Now , On solving (2) - (1) , we get ,

$\implies \rm 40-20=2u+7a-2u-3a\\\\\implies \rm 20=4a\\\\\implies \rm a=5\ m/s^2$

Now , On sub. a value in (1) , we get ,

$\implies \rm 20=2u+3(5)\\\\\implies \rm 20=2u+15\\\\\implies \rm 2u=5\\\\\implies \rm u=2.5\ m/s$

Let's find distance travelled in 5th second .

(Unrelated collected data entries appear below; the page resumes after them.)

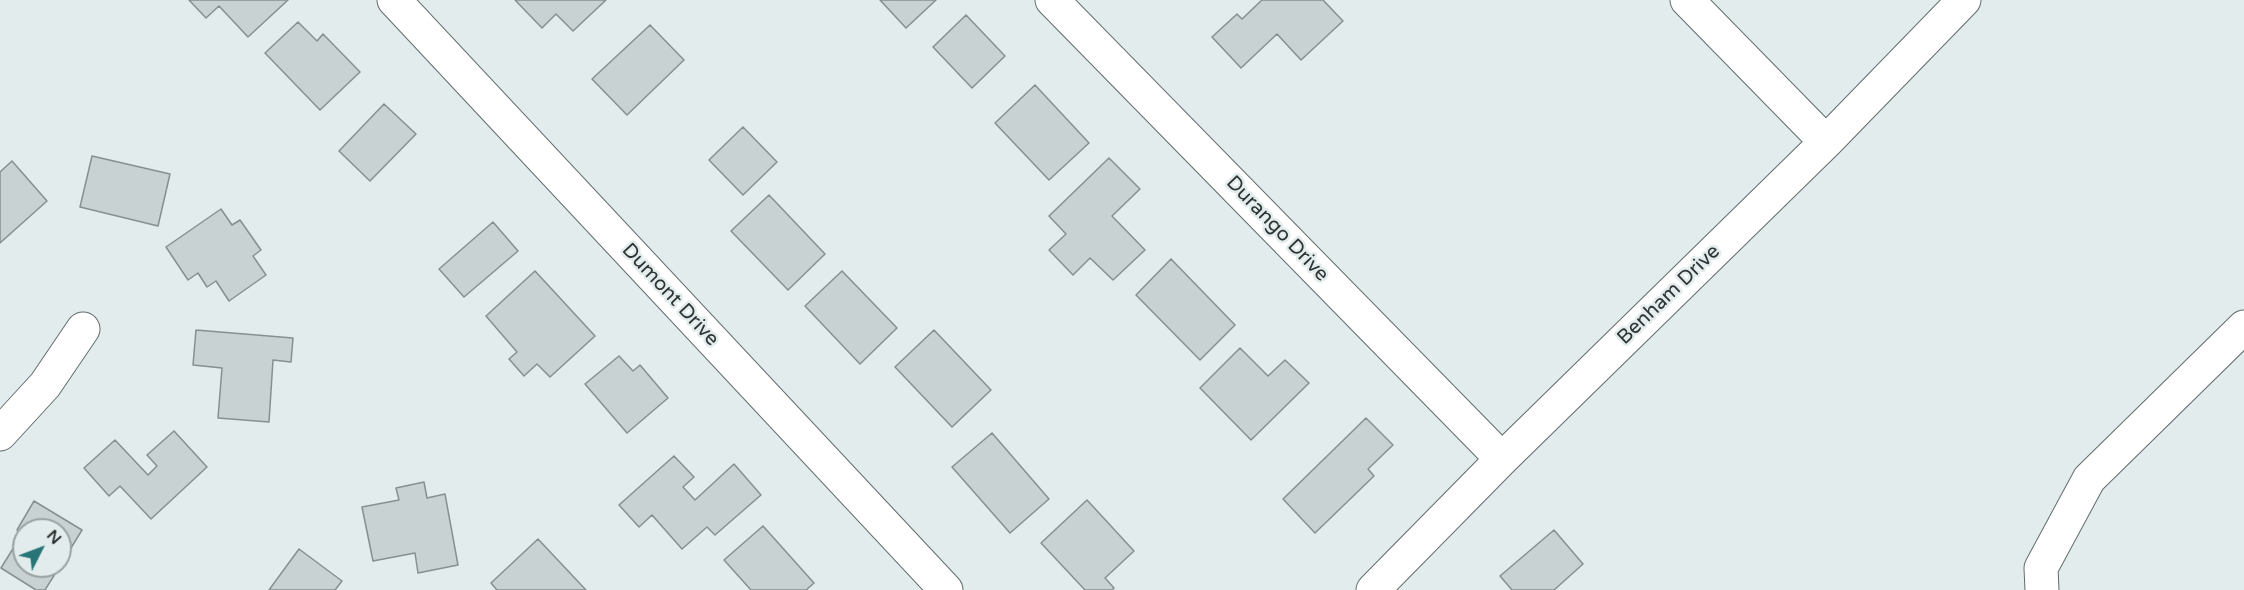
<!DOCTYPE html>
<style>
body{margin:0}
#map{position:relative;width:2244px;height:590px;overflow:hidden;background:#e2ecec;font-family:"Varela Round",sans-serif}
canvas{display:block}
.north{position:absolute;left:12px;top:518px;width:60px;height:60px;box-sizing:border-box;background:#e2ecec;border:2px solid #9aa2a2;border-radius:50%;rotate:48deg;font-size:16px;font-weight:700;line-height:24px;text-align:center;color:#2f3333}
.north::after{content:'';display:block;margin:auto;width:21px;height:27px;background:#297477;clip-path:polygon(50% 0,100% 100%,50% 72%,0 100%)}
</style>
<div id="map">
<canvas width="2244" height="590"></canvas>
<div class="north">N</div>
</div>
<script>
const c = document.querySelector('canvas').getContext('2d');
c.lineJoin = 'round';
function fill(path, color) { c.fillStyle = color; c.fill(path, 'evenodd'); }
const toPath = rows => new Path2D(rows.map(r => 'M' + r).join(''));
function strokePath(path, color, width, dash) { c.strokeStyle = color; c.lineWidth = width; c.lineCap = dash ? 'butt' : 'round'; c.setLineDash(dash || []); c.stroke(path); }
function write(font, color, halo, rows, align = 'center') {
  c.font = font + ' "Varela Round",sans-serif'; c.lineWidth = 5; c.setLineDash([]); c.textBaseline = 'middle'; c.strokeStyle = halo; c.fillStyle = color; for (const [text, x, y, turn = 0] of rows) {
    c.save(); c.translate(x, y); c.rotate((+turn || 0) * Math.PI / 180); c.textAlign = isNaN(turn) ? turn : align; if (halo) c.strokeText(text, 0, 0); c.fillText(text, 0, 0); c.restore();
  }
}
const building = toPath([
 [189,0,288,0,248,37,219,6,206,18,189,0],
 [515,0,606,0,573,31,556,14,542,28,515,0],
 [880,0,936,0,906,28,880,0],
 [1262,0,1323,0,1343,21,1301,60,1277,34,1241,68,1212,37,1237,14,1242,19,1262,0],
 [966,15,1005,56,972,88,933,47,966,15],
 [298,22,317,41,323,34,360,72,320,110,265,53,298,22],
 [650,25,684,60,627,115,592,79,650,25],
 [1035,85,1089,143,1049,180,995,123,1035,85],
 [384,104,416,134,370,181,339,151,384,104],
 [743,127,777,162,743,195,709,160,743,127],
 [92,156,170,174,158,226,80,207,92,156],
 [1109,158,1140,189,1112,216,1145,250,1113,280,1090,258,1073,275,1049,250,1066,234,1049,216,1109,158],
 [12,161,47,201,0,243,0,172,12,161],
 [769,195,825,254,788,290,731,231,769,195],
 [221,209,232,225,240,220,261,250,253,256,266,275,229,301,216,281,207,287,198,273,188,280,166,247,221,209],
 [493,222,518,251,464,297,439,269,493,222],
 [1171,259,1235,325,1200,360,1136,295,1171,259],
 [535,271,595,336,550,377,537,364,524,376,509,359,517,352,486,316,535,271],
 [842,271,897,328,860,364,805,306,842,271],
 [196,330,293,338,291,362,273,360,269,422,218,418,222,368,193,365,196,330],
 [934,330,991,390,952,427,895,367,934,330],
 [1240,348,1268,376,1285,360,1309,383,1251,440,1200,388,1240,348],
 [619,356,633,371,640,365,668,398,627,433,585,384,619,356],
 [1366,418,1393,445,1368,469,1374,476,1315,533,1283,499,1366,418],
 [174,431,207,467,151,519,120,486,109,496,84,468,115,440,148,475,157,466,147,455,174,431],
 [992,433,1049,499,1010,533,952,467,992,433],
 [674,456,694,477,683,487,695,500,734,464,761,495,715,535,707,527,682,549,652,515,639,527,619,505,674,456],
 [424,482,427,498,445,494,458,565,418,573,415,553,373,561,362,507,399,500,396,488,424,482],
 [1087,500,1134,551,1105,578,1114,588,1112,590,1085,590,1041,543,1087,500],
 [34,501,82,530,60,566,60,530,24,530,24,566,60,566,45,590,36,590,1,568,22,534,17,530,34,501],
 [763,526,814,583,806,590,751,590,724,560,763,526],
 [1554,530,1583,564,1554,590,1512,590,1500,576,1554,530],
 [538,539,586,590,497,590,491,583,538,539],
 [299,549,342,581,335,590,269,590,299,549]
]);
const minor = toPath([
 [394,0,946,590],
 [1052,0,1502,459],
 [1687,0,1826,142],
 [0,434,45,385,83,329],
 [1373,590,1502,459,1826,142,1964,0],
 [2042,590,2041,568,2089,479,2244,327]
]);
const streetNames = [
 ["Durango Drive",1277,229,46],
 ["Dumont Drive",670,295,47],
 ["Benham Drive",1669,295,-44]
];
fill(building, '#c8d2d2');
strokePath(building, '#879090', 1.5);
strokePath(minor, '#636c6c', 35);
strokePath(minor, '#fff', 33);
write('20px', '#2f3333', '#e2ecec', streetNames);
</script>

$\implies \rm S_5=2.5+\dfrac{5}{2}[2(5)-1]\\\\\implies \rm S_5=2.5+\dfrac{5}{2}[9]\\\\\implies \rm S_5=2.5+2.5(9)\\\\\implies \rm S_5=2.5+22.5\\\\\implies \rm S_5=25\ m$

Answer 2

Answer:

Distance covered in 5th second = 25 m.

Acceleration = 5 m/s^2

Initial velocity = 2.5 m/s.

Explanation:

Let the initial velocity = u

Acceleration = a

FORMULA Used: [ Snth = u+a(2n-1)/2 ]

ATQ, we have

S2nd = 10 and S4th = 20

Using the above formula, we have

10 = u + a(2(2)-1)/2

10 = u + 3a/2.....(1)

20 = u + a(2(4)-1)/2

20 = u + 7a/2....(2)

Subtracting (1) from (2), we get

10 = 4a/2

4a = 20

a = 5 m/s^2

So, Putting a = 5 in eq(1), we get

10 = u +3*5/2

u = 2.5 m/s

Let the distance travelled in 5th seconds be S5th.

So, we have

S5th = 2.5+5(10-1)/2

S5th = 2.5+22.5

S5th = 25 m

So, the distance covered in 5th second = 25 m.